Patriot Games

COMMENTARY Education

Patriot Games

Oct 22, 2003 2 min read
COMMENTARY BY
Edwin J. Feulner, PhD

Founder and Former President

Heritage Trustee since 1973 | Heritage President from 1977 to 2013

It's easier to scare someone than to persuade him. That must be why opponents of the Patriot Act say so many frightening things. It hides the fact they can't back up their charges with any examples of actual abuse.

 

In one case, the American Civil Liberties Union (ACLU) sent colorful posters to hundreds of libraries. "Attention," they warned, "under Section 215 of the federal USA Patriot Act, records of the books and other materials you borrow from this library may be obtained by federal agents." Scary thought.

 

The American Library Association also weighed in, calling parts of the Patriot Act "a present danger to the constitutional rights and privacy rights of library users."

 

But the reality doesn't match the rhetoric. As Attorney General John Ashcroft pointed out last month, "the number of times Section 215 has been used to date is zero."

Think about that. Section 215 has never been used. Not once in two years. This actually seems more like an example of governmental restraint than a cautionary tale about an out-of-control Justice Department.

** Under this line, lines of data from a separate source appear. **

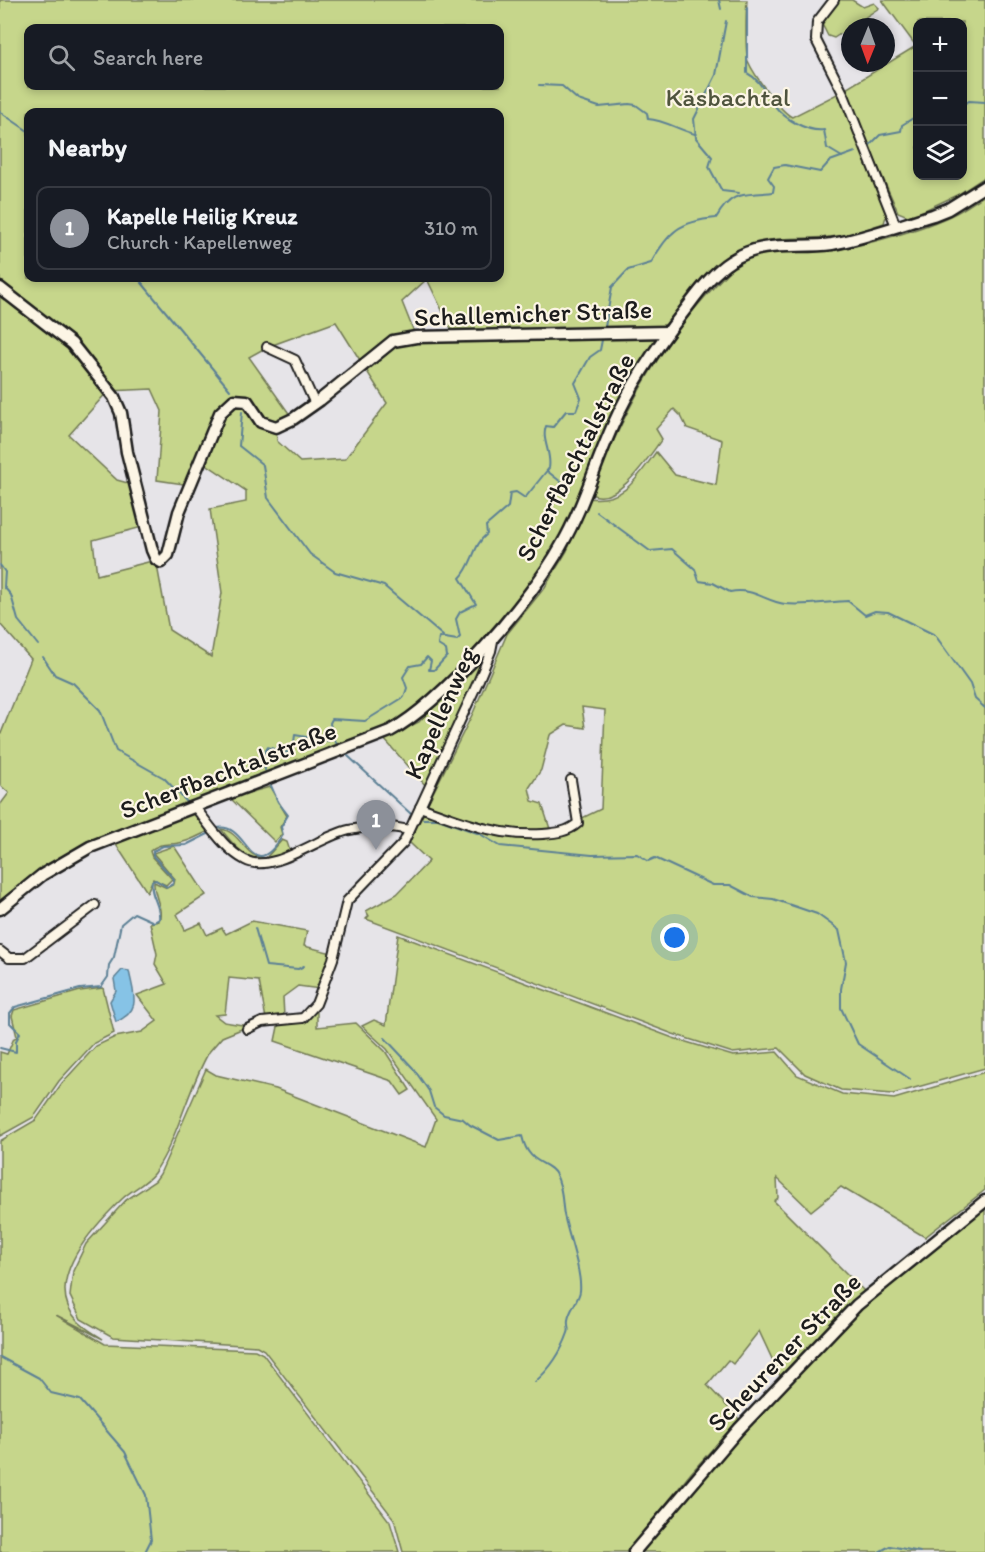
<!DOCTYPE html>
<html lang="en">
<head>
<meta charset="utf-8">
<style>
  :root { --surface:#171b24; --page:#20242c; --text:#f1f3f6; --muted:#9ea1a6; --line:#363941; --accent:#8c9099 }
  body { margin:0; font-family:Itim,sans-serif; background:var(--page); color:var(--text) }
  .controls { position:absolute; right:18px; top:18px; display:grid; overflow:hidden; border-radius:12px; box-shadow:0 3px 9px #0003 }
  .controls button { width:54px; height:54px; display:grid; place-items:center; padding:0; border:0; border-bottom:2px solid var(--line); background:var(--surface); color:var(--text); font:30px sans-serif }
  .compass { position:absolute; left:841px; top:18px; width:54px; height:54px; border-radius:50%; background:var(--surface); box-shadow:0 3px 9px #0003; rotate:181deg }
  .you { position:absolute; left:675px; top:938px; width:21px; height:21px; margin:-15px; border:4px solid #fff; border-radius:50%; background:#1a73e8; box-shadow:0 0 0 9px #1a73e833 }
  .badge { display:grid; place-items:center; width:39px; height:39px; border-radius:50%; background:var(--accent); color:#fff; font-size:20px; font-weight:700 }
  .pin { position:absolute; translate:-50% -50px; filter:drop-shadow(0 2px 3px #0008) }
  .pin::after { content:''; position:absolute; top:32px; width:21px; height:18px; background:inherit; clip-path:polygon(0 0,100% 0,50% 100%) }
  .list { margin:0; padding:0; list-style:none }
  h2 { display:flex; justify-content:space-between; align-items:center; height:78px; margin:0; padding:0 24px; font-size:26px }
  h2 small { font-size:20px; font-weight:400; color:var(--muted) }
  .list li { display:grid; grid-template-columns:39px 1fr auto; gap:18px; align-items:center; box-sizing:border-box; height:84px; margin:0 12px 12px; padding:0 12px; border:2px solid var(--line); border-radius:12px }
  .list b { display:block; font-size:22px; white-space:nowrap }
  .list p { margin:0; font-size:20px; white-space:nowrap; color:var(--muted) }
  .list em { font-size:20px; font-style:normal; color:var(--muted) }
  .icon { flex:none; width:33px; height:33px; fill:none; stroke:currentColor; stroke-width:2; stroke-linecap:round; stroke-linejoin:round }
  .map { position:relative; flex:none; width:985px; height:1552px; overflow:hidden }
  .search { position:absolute; background:var(--surface); box-shadow:0 3px 9px #0003; left:24px; top:24px; width:480px; height:66px; display:flex; align-items:center; gap:15px; box-sizing:border-box; padding:0 21px; border-radius:12px; color:var(--muted); font-size:22px }
  .panel { position:absolute; background:var(--surface); box-shadow:0 3px 9px #0003; left:24px; top:108px; width:480px; height:174px; border-radius:12px }
  .map>svg:first-child { display:block }
</style>
</head>
<body>
<div class="map">
<svg width="985" height="1552" viewBox="0 0 985 1552">
  <rect width="100%" height="100%" fill="#e6e4e8"/>
  <filter id="ink" filterUnits="userSpaceOnUse"><feTurbulence type="fractalNoise" baseFrequency=".0167" numOctaves="2"/><feDisplacementMap in="SourceGraphic" scale="12" xChannelSelector="R" yChannelSelector="G"/><feConvolveMatrix kernelMatrix="1 2 1 2 8 2 1 2 1" color-interpolation-filters="sRGB"/></filter>
  <g filter="url(#ink)">
    <g fill="#c6d68b" stroke="#717954" stroke-width="1.5" fill-rule="evenodd">
      <path d="M0,0H747C746,11 745,52 748,61C754,75 780,111 792,117L841,92L887,213L884,223C871,227 858,233 844,235C806,243 763,230 729,255C703,274 684,302 664,326L588,329L654,336L658,338L599,446L565,530L550,557L529,587L430,700L387,728L71,851L48,864L0,903V805L9,793L0,785V736L31,659L0,624ZM28,28H500V86H28ZM28,112H500V278H28ZM427,279L455,337H416L402,302ZM336,322L387,403L345,459L300,462L277,441L276,427L293,419L249,357L267,347ZM152,389L162,411L157,480L190,485L200,460L246,491V502L210,509L222,593L211,657L169,630L156,560L97,575L93,540L146,526L135,485L117,480L69,435L108,391Z"/>
      <polygon points="838,0 852,0 863,7 874,3 879,8 834,38 828,36 822,24"/>
      <path d="M882,0H985V177L959,194L910,217L898,212L844,90L916,46ZM918,22H962V176H918Z"/>
      <path d="M985,195V1068L893,1094L841,1090L805,1074L779,1048L733,1053L673,1034L366,919L369,916L366,911L397,894L429,861L409,842L424,813L482,831L566,833L576,830L580,819L601,809L605,710L582,707L585,728L566,725L550,735L541,770L529,788L532,801L542,804L551,832L499,831L426,807L473,713L507,634L545,587L567,551L589,498C624,503 637,478 656,452L675,475L716,485L722,440L687,428L681,416L674,409L656,429L662,439C649,456 617,508 591,494C621,418 657,348 713,288C724,276 735,262 751,256C775,247 802,253 827,251C861,247 924,229 954,214C965,209 975,201 985,195Z"/>
      <polygon points="488,652 426,786 384,739 419,722 484,653"/>
      <polygon points="270,787 287,816 280,827 282,834 275,842 230,798"/>
      <path d="M191,813L198,815L211,830C201,834 193,840 183,842C171,846 161,841 150,851L152,857L172,879L166,885L153,879L147,892L115,843Z"/>
      <path d="M221,829C242,832 244,859 266,858L282,840L287,842L290,851C256,868 242,857 221,829Z"/>
      <path d="M174,846L206,895L177,914L185,930L201,923L207,935L222,928L226,934L252,921L307,931L304,946L332,953L320,989L298,986L283,997L284,1017L266,1019L259,981L229,978L225,1014L215,1015L224,1022L249,1026L222,1037L209,1052C187,1090 179,1137 154,1173C146,1184 131,1190 122,1199C95,1225 41,1281 77,1320C84,1328 94,1333 103,1339L56,1315L105,1344L255,1350L263,1354L390,1522L399,1552H0V1141L36,1120L62,1083L96,1046L115,1037L142,1032L157,1021L137,995L167,984L155,964L157,954L150,923L159,921C164,908 153,896 154,882L167,888L174,884L175,879L153,853Z"/>
      <polygon points="398,935 673,1038 733,1056 777,1052 797,1075 842,1094 894,1099 985,1072 985,1190 925,1237 841,1187 811,1211 777,1178 778,1198 774,1201 864,1291 780,1376 759,1331 733,1364 728,1360 707,1385 739,1419 691,1473 627,1552 403,1552 394,1519 264,1350 257,1346 113,1337 81,1319 70,1296 73,1271 86,1244 126,1200 155,1181 160,1174 206,1069 216,1075 276,1089 426,1147 436,1119 387,1049 362,1026 374,1020 386,1025"/>
      <polygon points="103,988 114,1033 94,1043 59,1081 34,1117 0,1136 0,1052 7,1054 14,1038 17,1037 12,1016 14,1010 80,991"/>
      <polygon points="317,1006 317,1027 356,1023 385,1051 410,1090 402,1095 392,1081 275,1041 279,1022 304,1020"/>
      <polygon points="985,1206 985,1552 641,1552 711,1466 866,1302"/>
    </g>
    <path fill="#86c3e6" stroke="#5c8095" stroke-width="1.5" d="M122,970L129,971C134,996 142,1010 116,1022L110,1001L116,991L114,979Z"/>
    <g fill="none" stroke-linecap="round" stroke-linejoin="round">
      <g stroke="#5c8095" stroke-width="2">
        <polyline points="719,0 721,9"/>
        <path d="M747,8V73C761,80 765,94 774,105C785,119 806,132 824,130L827,148L842,157"/>
        <polyline points="726,21 716,75 694,119 696,138 712,157 709,167 722,191 739,193"/>
        <path d="M539,85L562,86L578,100L599,107L629,104L636,105L647,113L648,119C665,120 678,130 695,134"/>
        <polyline points="962,105 969,101 985,102"/>
        <polyline points="0,112 28,131"/>
        <polyline points="870,145 880,135 901,131 902,125 918,115"/>
        <polyline points="138,278 230,390"/>
        <path d="M605,327L612,287L628,270L651,263C668,232 680,221 716,218C733,189 744,196 773,192L774,186L768,178L774,167L785,165L820,172L830,161L855,152"/>
        <polyline points="242,412 239,446 263,465 268,498 310,554 335,572 384,586 443,636"/>
        <polyline points="547,471 570,489"/>
        <path d="M597,512L650,551L672,549L695,569L699,581L713,583L730,592C753,587 766,602 785,604C805,606 828,602 848,601L865,615L875,611L888,612L935,635L970,684L975,699L985,708"/>
        <polyline points="0,565 5,572 4,587 11,595 18,620 38,645"/>
        <polyline points="43,657 55,675 73,683 100,710 116,751 164,778 187,802"/>
        <polyline points="332,737 337,744"/>
        <polyline points="348,756 411,814"/>
        <path d="M265,770L263,755L268,747L285,753L293,749L295,735L329,741L332,737L330,723L332,719L365,721L404,697L407,688L403,677L410,666L421,664L427,657L431,661L429,670H434L447,656L446,650L438,645L439,637L457,640L460,637L456,619L460,612L476,604L460,578C473,565 473,545 487,534L486,526L508,507L510,493L516,492L525,498L549,468C552,453 541,440 546,426L553,427L566,411H576L581,398L575,383L590,357L600,350L602,340"/>
        <polyline points="423,819 438,819 480,834 500,846 592,855 637,854 648,861 655,858 713,885 730,885 753,897 773,899 817,914 839,930 846,962 841,989 841,1008 858,1044 910,1079"/>
        <path d="M217,828C249,821 249,889 283,835L281,827L288,815L278,802L269,781"/>
        <polyline points="255,928 266,966 298,969 304,966"/>
        <path d="M385,1038L413,1068L429,1091L434,1107L444,1115L463,1119L470,1125L499,1140L522,1136C529,1167 549,1160 556,1175C564,1189 561,1205 565,1219C569,1237 582,1273 580,1291C579,1300 569,1310 568,1320C567,1325 570,1329 568,1333C561,1353 551,1368 535,1382"/>
        <path d="M0,1048L16,1052V1041L20,1033L10,1023V1013L15,1007L80,989L101,987L108,977L109,965L114,957L121,924L134,913L154,922L159,919C161,905 149,895 152,881L156,880L167,887L173,884L174,879L153,856V851L163,846L186,845L212,832"/>
        <polyline points="0,1357 39,1378 51,1393 80,1400 125,1452 146,1495 151,1540 145,1552"/>
        <polyline points="879,1552 890,1546 920,1552"/>
      </g>
      <g stroke="#1c1c1c" stroke-width="12">
        <g id="street">
          <polyline points="834,0 817,22 816,40 844,95 896,226"/>
          <polyline points="267,347 295,360 315,404"/>
          <path d="M194,806C209,824 224,849 245,860C272,875 320,836 349,830C368,826 391,826 410,830"/>
          <path d="M420,807C462,822 498,837 543,834C556,833 568,832 578,823L571,780"/>
          <polyline points="0,951 9,958 25,958 95,905"/>
          <polyline points="247,1029 262,1022 303,1018 316,1004 321,991 333,959 347,901 404,842 478,682 491,651 494,636"/>
        </g>
      </g>
      <g stroke="#1c1c1c" stroke-width="15">
        <g id="secondary">
          <polyline points="0,288 72,344 114,397 121,413 127,452 152,550 156,559 161,562 168,555 179,512 220,413 234,400 247,401 261,422 276,427 293,419 320,400 393,341 416,337 667,332"/>
          <path d="M0,909L42,875L90,847L390,731C442,703 532,599 561,546C583,508 595,465 613,425C631,384 657,346 685,310C698,293 712,273 731,261C763,239 798,249 832,244C866,238 900,225 933,215L948,209L985,186"/>
          <polyline points="634,1552 739,1429 857,1305 985,1201"/>
        </g>
      </g>
      <use href="#street" stroke="#fcf5e5" stroke-width="8"/>
      <use href="#secondary" stroke="#fcf5e5" stroke-width="10"/>
    </g>
  </g>
  <g text-anchor="middle" dominant-baseline="central" stroke-width="4.5" stroke-linejoin="round" paint-order="stroke">
    <g font-size="26" fill="#4f543d" stroke="#fcf5e5">
      <text x="728" y="97">Käsbachtal</text>
    </g>
    <g font-size="26" fill="#1c1c1c" stroke="#fcf5e5">
      <text transform="translate(533 313) rotate(-2)">Schallemicher Straße</text>
      <text transform="translate(575 457) rotate(-63)">Scherfbachtalstraße</text>
      <text transform="translate(440 713) rotate(-66)">Kapellenweg</text>
      <text transform="translate(228 770) rotate(-21)">Scherfbachtalstraße</text>
      <text transform="translate(784 1352) rotate(-46)">Scheurener Straße</text>
    </g>
  </g>
</svg>
<div class="controls">
<button>+</button>
<button>−</button>
<button><svg class="icon" aria-label="layers" viewBox="0 0 24 24"><path d="M12 4l9 5-9 5-9-5zM3 14l9 5 9-5"/></svg></button>
</div>
<svg class="compass" viewBox="-18 -18 36 36"><path d="M0-13l5 13h-10z" fill="#e53935"/><path d="M0 13l5-13h-10z" fill="#9ea1a6"/></svg>
<div class="you"></div>
<div class="pin badge" style="left:376px;top:850px">1</div>
<div class="search"><svg class="icon" aria-label="search" viewBox="0 0 24 24"><circle cx="10" cy="10" r="6"/><path d="M15 15l6 6"/></svg>Search here</div>
<section class="panel">
<h2>Nearby<small></small></h2>
<ul class="list">
<li><span class="badge">1</span><div><b>Kapelle Heilig Kreuz</b><p>Church · Kapellenweg</p></div><em>310 m</em></li>
</ul>
</section>
</div>
</body>
</html>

In fact, despite what you've probably heard, our civil liberties may be safer under the Patriot Act. "There are now more protections, including the requirement of a judicial authority to get third-party records such as library records," former Attorney General Ed Meese, my Heritage Foundation colleague, recently observed. "This is not the ability to go into someone's home and take their private papers."

Business records are protected, too. David Zapolsky, associate general counsel for Amazon.com, recently told The New York Times "the government doesn't need the Patriot Act to ask for [customer] information. They routinely ask for it simply by filling out a form that says 'subpoena'." As Zapolsky notes, those subpoenas usually don't require a judge's approval. Patriot Act requests do.

All the Patriot Act really did was take many laws that were already on the books and apply them to terrorism. For example, the government now has the same power to wiretap terrorist suspects that it has long had to wiretap suspected members of organized crime. All these wiretaps, of course, are conducted under a judge's supervision.

Unlike Patriot Act opponents, who can't cite examples of abuse, supporters are able to point to specific ways it helps keep us safe. Prosecutors and investigators now can exchange information in ways they couldn't before Sept. 11. The Justice Department, for instance, says the Patriot Act helped it obtain a criminal indictment of Sami al-Arian, the alleged U.S. leader of the terrorist group Palestinian Islamic Jihad.

But such results shouldn't matter, according to ACLU President Nadine Strossen. As she put it, "what's so important is that it's not only librarians and civil libertarians, but many members of Congress, including conservative Republicans, who are saying that this law went too far too fast."

In other words, what's important to Strossen is that many people have been frightened into opposing the Patriot Act. Never mind whether they actually have any legitimate reason to be frightened. 

But what should be important is whether people truly understand the law, truly understand what the government can do under it (and what the government can't do), and truly understand how the law makes us safer from terrorists.

Let's be clear: In more than two years, there hasn't been a single proven abuse of the Patriot Act. Not one.

The law is working as it was supposed to, by making life more difficult for terrorists. That should help all of us-even the leaders of the ACLU-sleep better at night.

Ed Feulner is the president of The Heritage Foundation.